Democratic Senator Patrick Leahy of Vermont, his party’s senior-most member on the judiciary committee, also sharply disagreed.
“The Supreme Court of the United States is too important to our democracy for it to be understaffed for partisan reasons,” Leahy said in a statement. “It is only February. The president and the Senate should get to work without delay to nominate, consider and confirm the next justice to serve on the Supreme Court.”
Republicans are resolute in stopping Obama from appointing a nominee.
HuffPo: In a swift statement designed to warn Barack Obama against even nominating a replacement, Senate Majority Leader Mitch McConnell (R-Ky.) pledged to sit on his hands for the remaining 11 months of the president’s term.
“The American people should have a voice in the selection of their next Supreme Court Justice,” the statement read. “Therefore, this vacancy should not be filled until we have a new President.”

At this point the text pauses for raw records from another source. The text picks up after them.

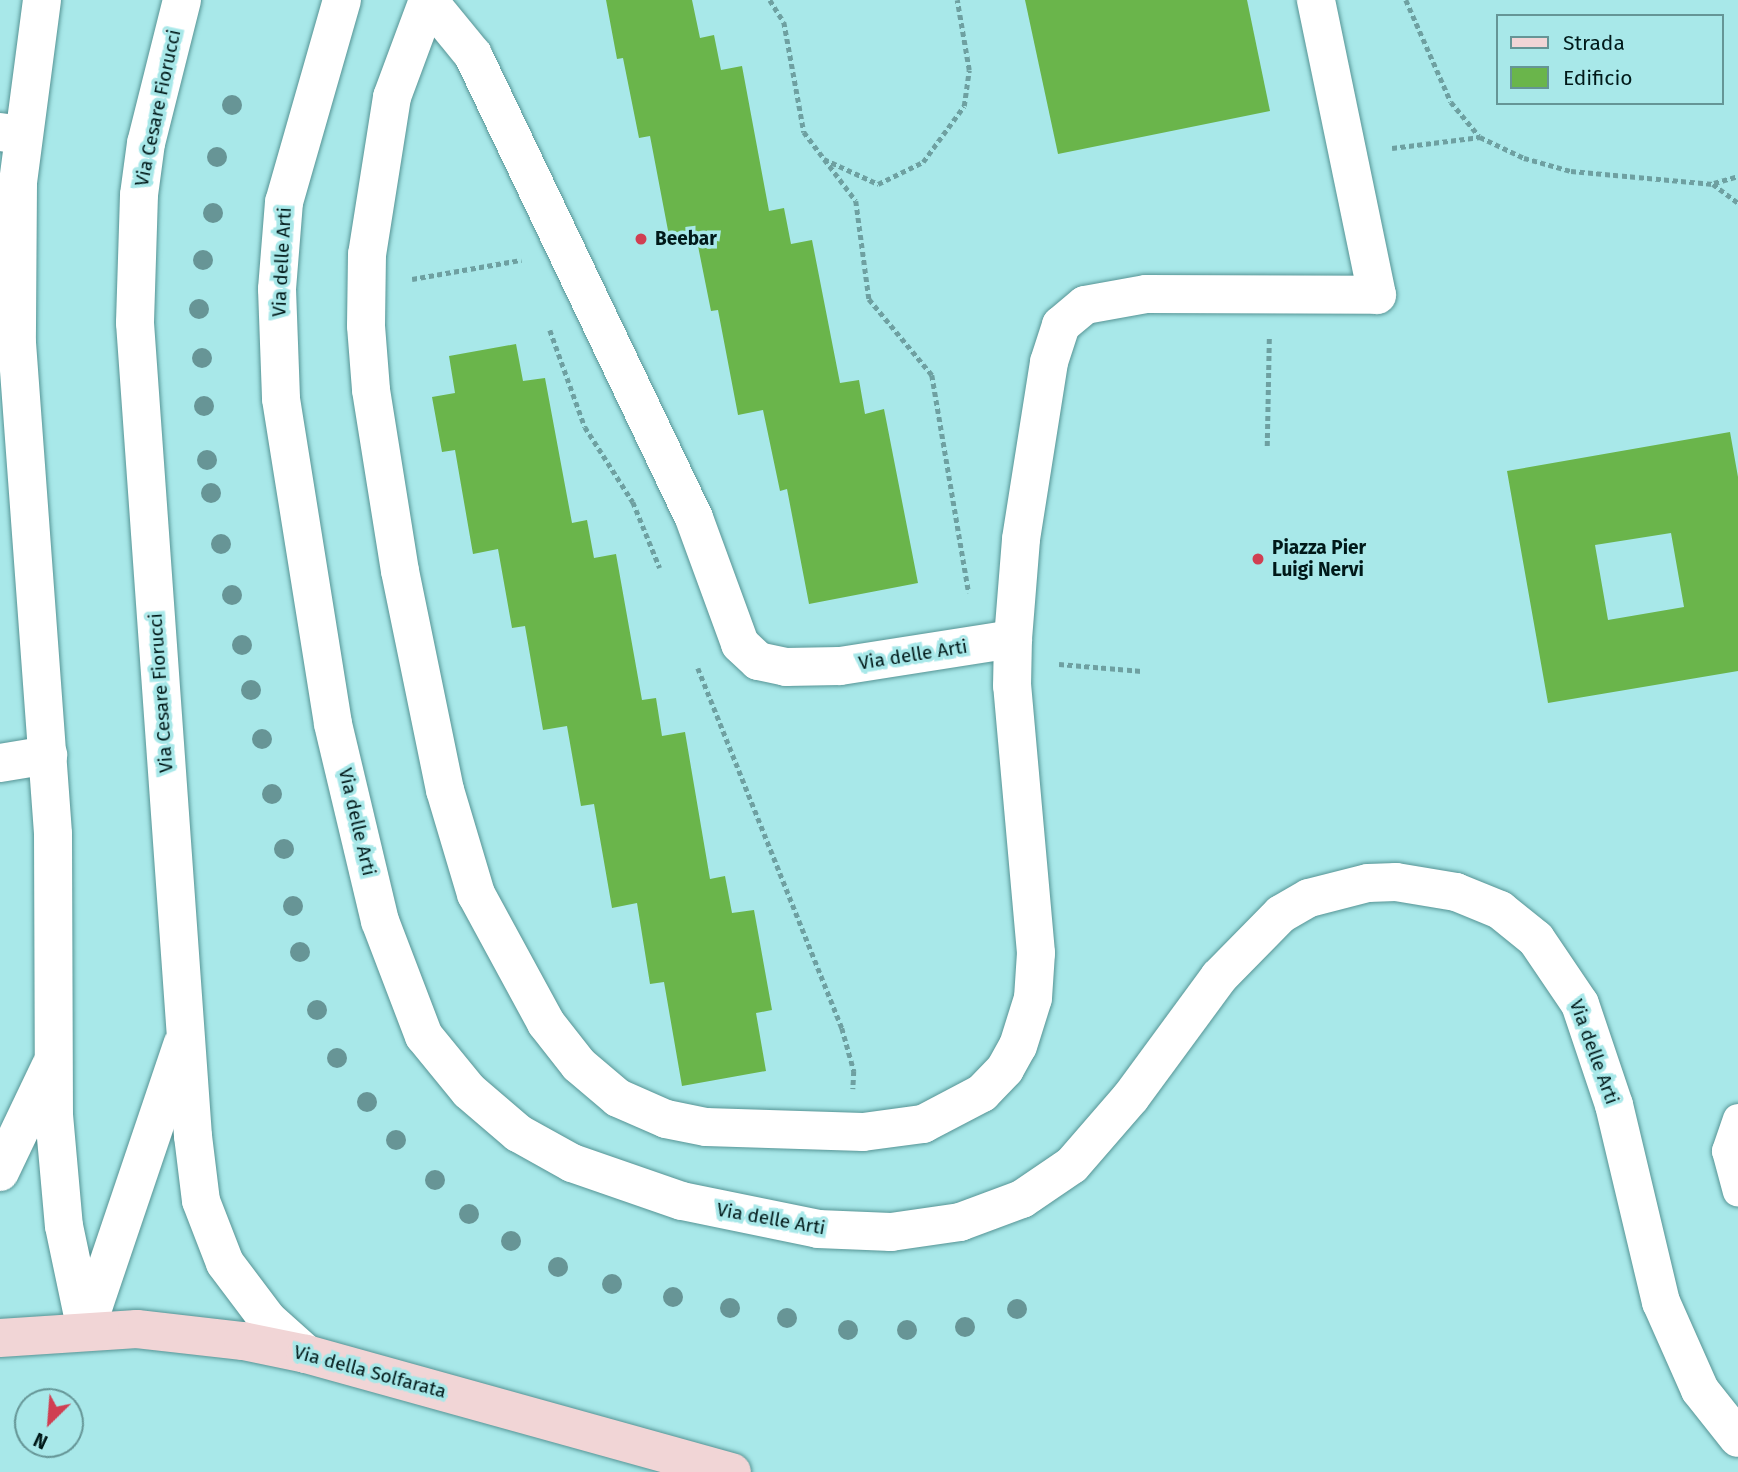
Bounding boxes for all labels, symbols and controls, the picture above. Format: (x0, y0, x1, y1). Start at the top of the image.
legend (1496, 14, 1724, 105)
street label: Via Cesare Fiorucci (130, 28, 186, 188)
text: Strada (1563, 30, 1625, 56)
text: Edificio (1563, 65, 1633, 91)
street label: Via delle Arti (268, 207, 296, 317)
place label: Beebar (655, 228, 717, 250)
marker: Beebar (633, 231, 649, 247)
place label: Piazza Pier Luigi Nervi (1272, 537, 1366, 581)
marker: Piazza Pier Luigi Nervi (1250, 551, 1266, 567)
street label: Via Cesare Fiorucci (144, 613, 178, 773)
street label: Via delle Arti (857, 635, 969, 675)
street label: Via delle Arti (334, 766, 380, 878)
street label: Via delle Arti (1564, 996, 1624, 1108)
street label: Via delle Arti (715, 1198, 827, 1240)
street label: Via della Solfarata (291, 1341, 449, 1403)
north arrow (14, 1388, 84, 1458)
text: N (30, 1428, 51, 1454)

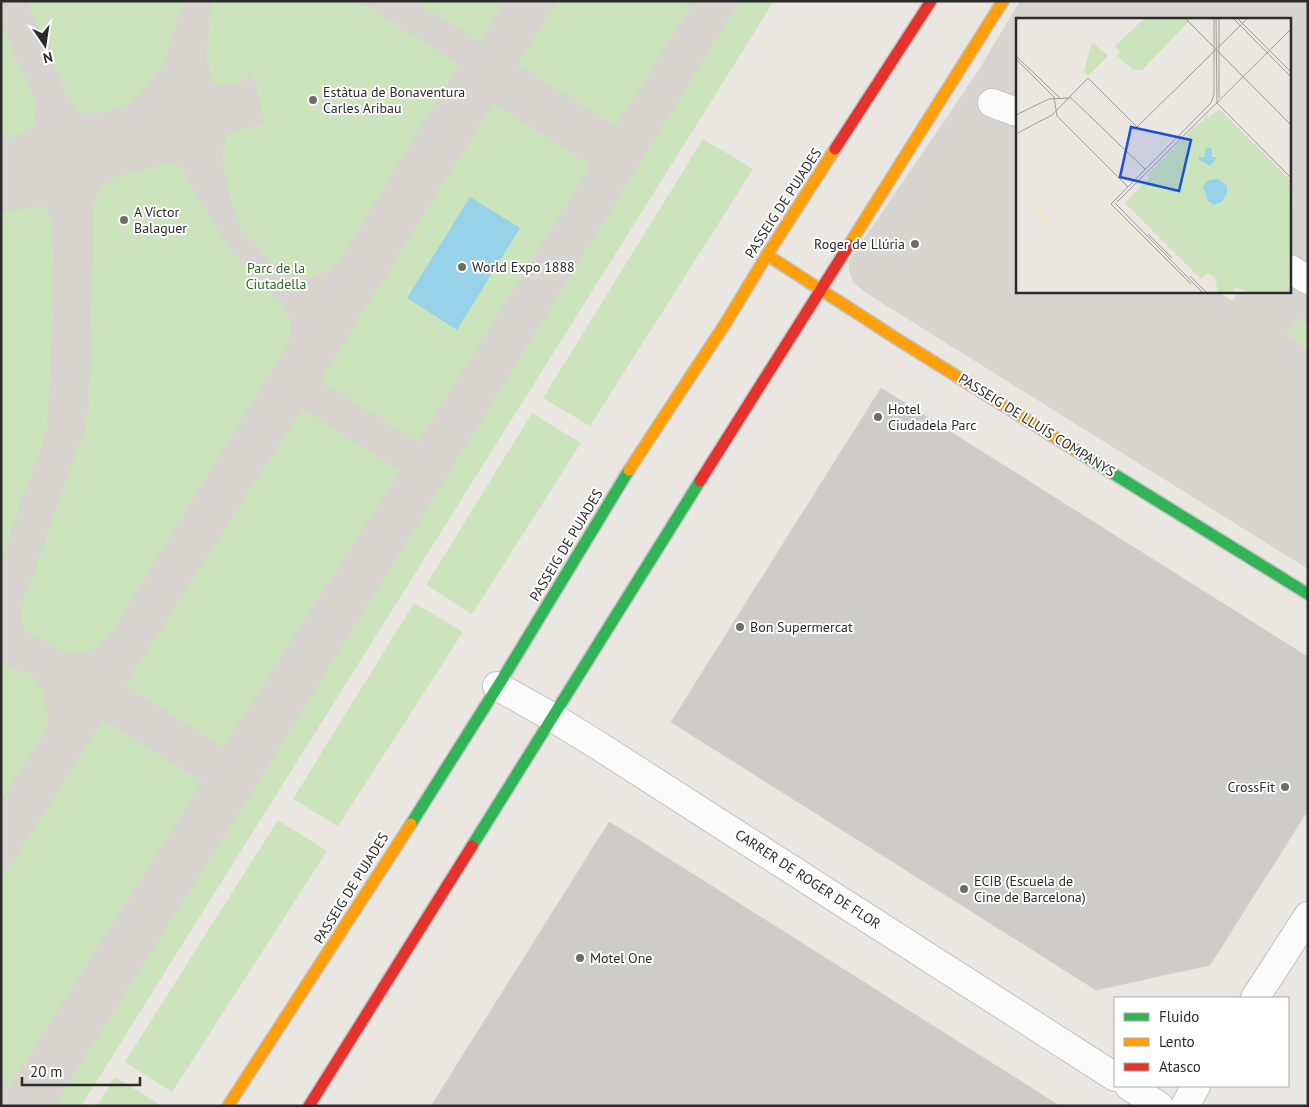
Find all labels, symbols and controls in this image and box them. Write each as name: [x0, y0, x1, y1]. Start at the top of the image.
inset map: [1016, 18, 1292, 292]
north arrow: [20, 20, 70, 70]
text: N: [41, 48, 54, 67]
place label: Estàtua de Bonaventura Carles Aribau: [323, 83, 465, 117]
marker: Estàtua de Bonaventura Carles Aribau: [307, 94, 319, 106]
street label: PASSEIG DE PUJADES: [741, 145, 825, 261]
place label: A Víctor Balaguer: [134, 203, 187, 237]
marker: A Víctor Balaguer: [118, 214, 130, 226]
place label: Roger de Llúria: [814, 235, 905, 253]
marker: Roger de Llúria: [909, 238, 921, 250]
place label: World Expo 1888: [472, 258, 575, 276]
park label: Parc de la Ciutadella: [246, 259, 306, 293]
marker: World Expo 1888: [456, 261, 468, 273]
street label: PASSEIG DE LLUÍS COMPANYS: [955, 369, 1119, 481]
place label: Hotel Ciudadela Parc: [888, 400, 977, 434]
marker: Hotel Ciudadela Parc: [872, 411, 884, 423]
street label: PASSEIG DE PUJADES: [525, 486, 607, 604]
place label: Bon Supermercat: [750, 618, 853, 636]
marker: Bon Supermercat: [734, 621, 746, 633]
place label: CrossFit: [1227, 778, 1275, 796]
marker: CrossFit: [1279, 781, 1291, 793]
street label: CARRER DE ROGER DE FLOR: [732, 825, 884, 933]
street label: PASSEIG DE PUJADES: [310, 829, 392, 947]
place label: ECIB (Escuela de Cine de Barcelona): [974, 872, 1086, 906]
marker: ECIB (Escuela de Cine de Barcelona): [958, 883, 970, 895]
place label: Motel One: [590, 949, 652, 967]
marker: Motel One: [574, 952, 586, 964]
legend: [1114, 997, 1289, 1087]
text: Fluido: [1159, 1007, 1199, 1026]
text: Lento: [1159, 1032, 1195, 1051]
scale bar: [22, 1054, 140, 1086]
text: Atasco: [1159, 1057, 1201, 1076]
text: 20 m: [30, 1062, 63, 1081]

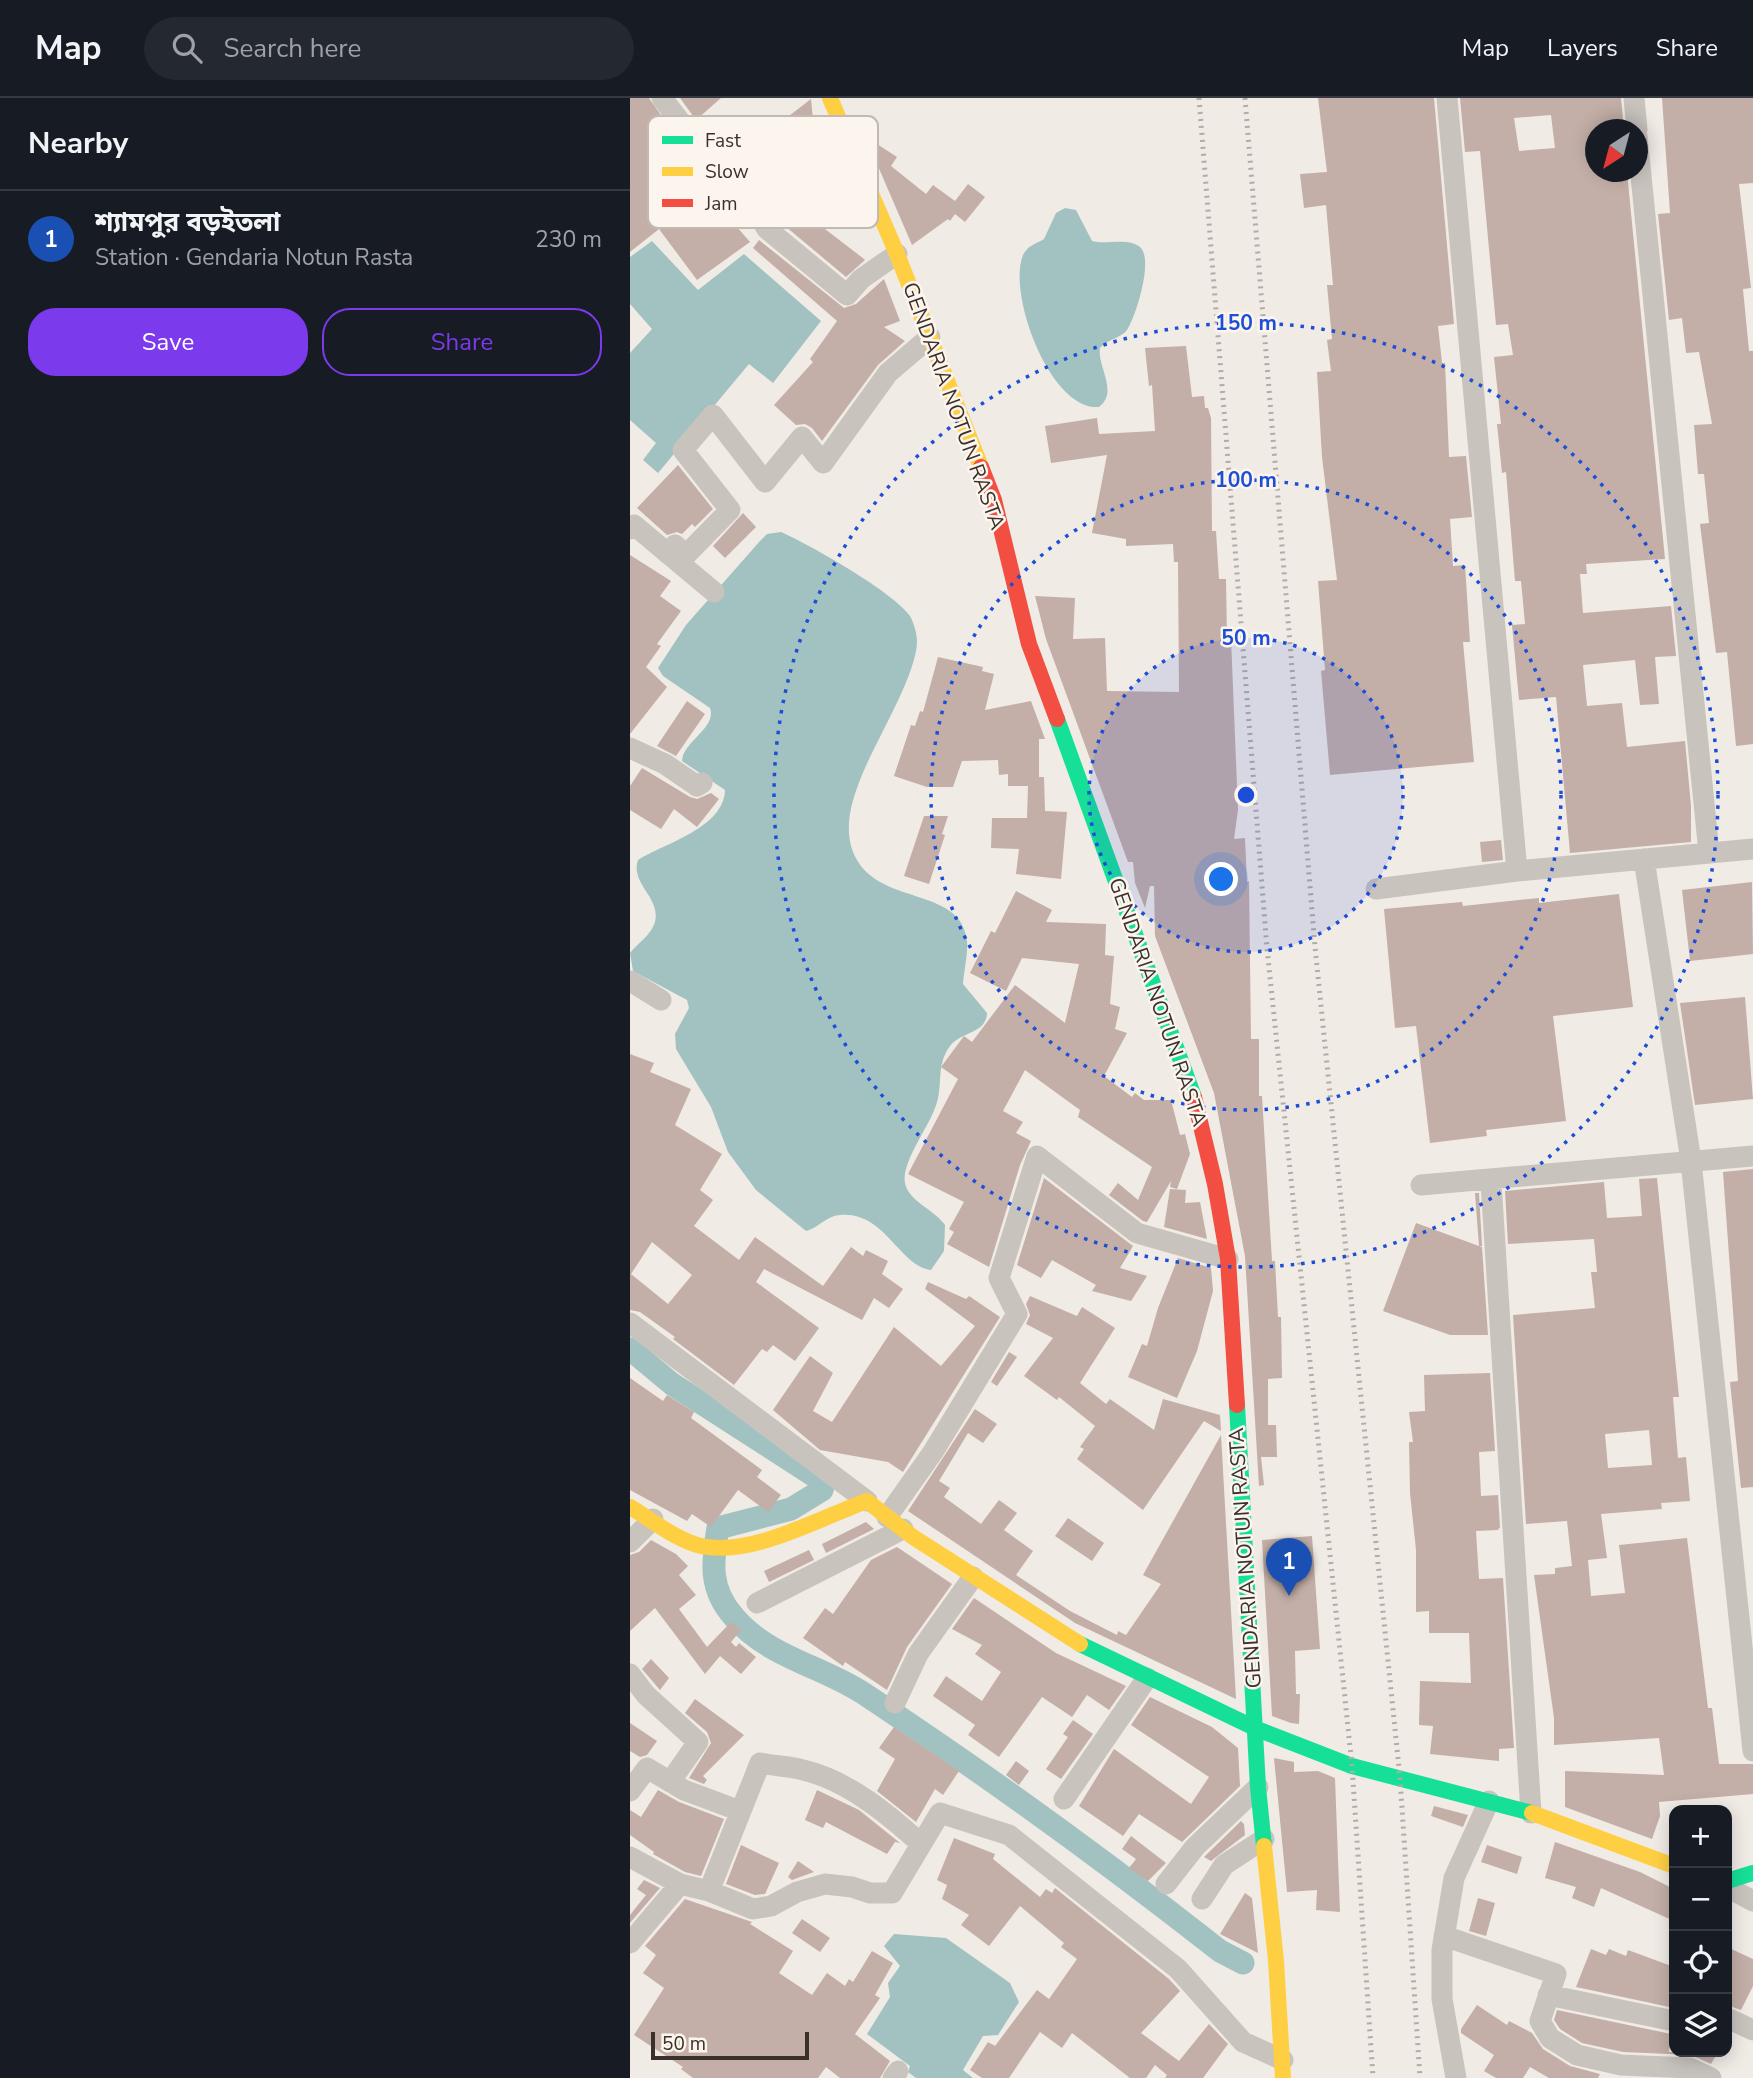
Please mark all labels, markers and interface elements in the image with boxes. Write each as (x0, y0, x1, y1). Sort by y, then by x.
search box (144, 17, 634, 80)
text: Map (35, 26, 102, 71)
icon: search (168, 29, 206, 67)
text: Search here (224, 31, 361, 66)
text: Map (1462, 32, 1509, 64)
text: Layers (1547, 32, 1618, 64)
text: Share (1656, 32, 1718, 64)
legend (648, 116, 878, 228)
north arrow (1585, 119, 1648, 182)
text: Nearby (28, 123, 128, 164)
text: Fast (705, 128, 741, 154)
text: Slow (705, 159, 749, 185)
text: Jam (704, 191, 738, 217)
text: শ্যামপুর বড়ইতলা (95, 205, 280, 240)
text: 1 (44, 224, 58, 255)
text: 230 m (535, 224, 602, 255)
text: Station · Gendaria Notun Rasta (95, 242, 413, 273)
street label: GENDARIA NOTUN RASTA (896, 278, 1012, 534)
button: Save (28, 308, 308, 376)
button: Share (322, 308, 602, 376)
text: 150 m (1215, 309, 1277, 337)
text: 100 m (1215, 466, 1277, 494)
text: 50 m (1221, 624, 1271, 652)
centre of rings (1234, 783, 1258, 807)
your location (1204, 862, 1238, 896)
street label: GENDARIA NOTUN RASTA (1102, 874, 1214, 1130)
street label: GENDARIA NOTUN RASTA (1222, 1427, 1268, 1689)
pin: 1 (1266, 1538, 1312, 1596)
map controls (1669, 1805, 1732, 2057)
button: + (1669, 1805, 1732, 1868)
button: − (1669, 1868, 1732, 1931)
button: locate (1669, 1931, 1732, 1994)
button: layers (1669, 1994, 1732, 2057)
scale bar (651, 2029, 808, 2061)
text: 50 m (662, 2031, 706, 2057)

McConnell’s reaction makes it incredibly hard to envision Obama filling the Supreme Court vacancy created by Scalia’s death. The majority leader has large control the floor of the Senate. And on this front, he is being cheered on by the conservative faction of his party.
Mere minutes after the Scalia news broke, Conn Carroll, a spokesman for Sen. Mike Lee (R-Utah), who sits on the Judiciary Committee — through which any Supreme Court nominee must go — placed the chances of a replacement at nil.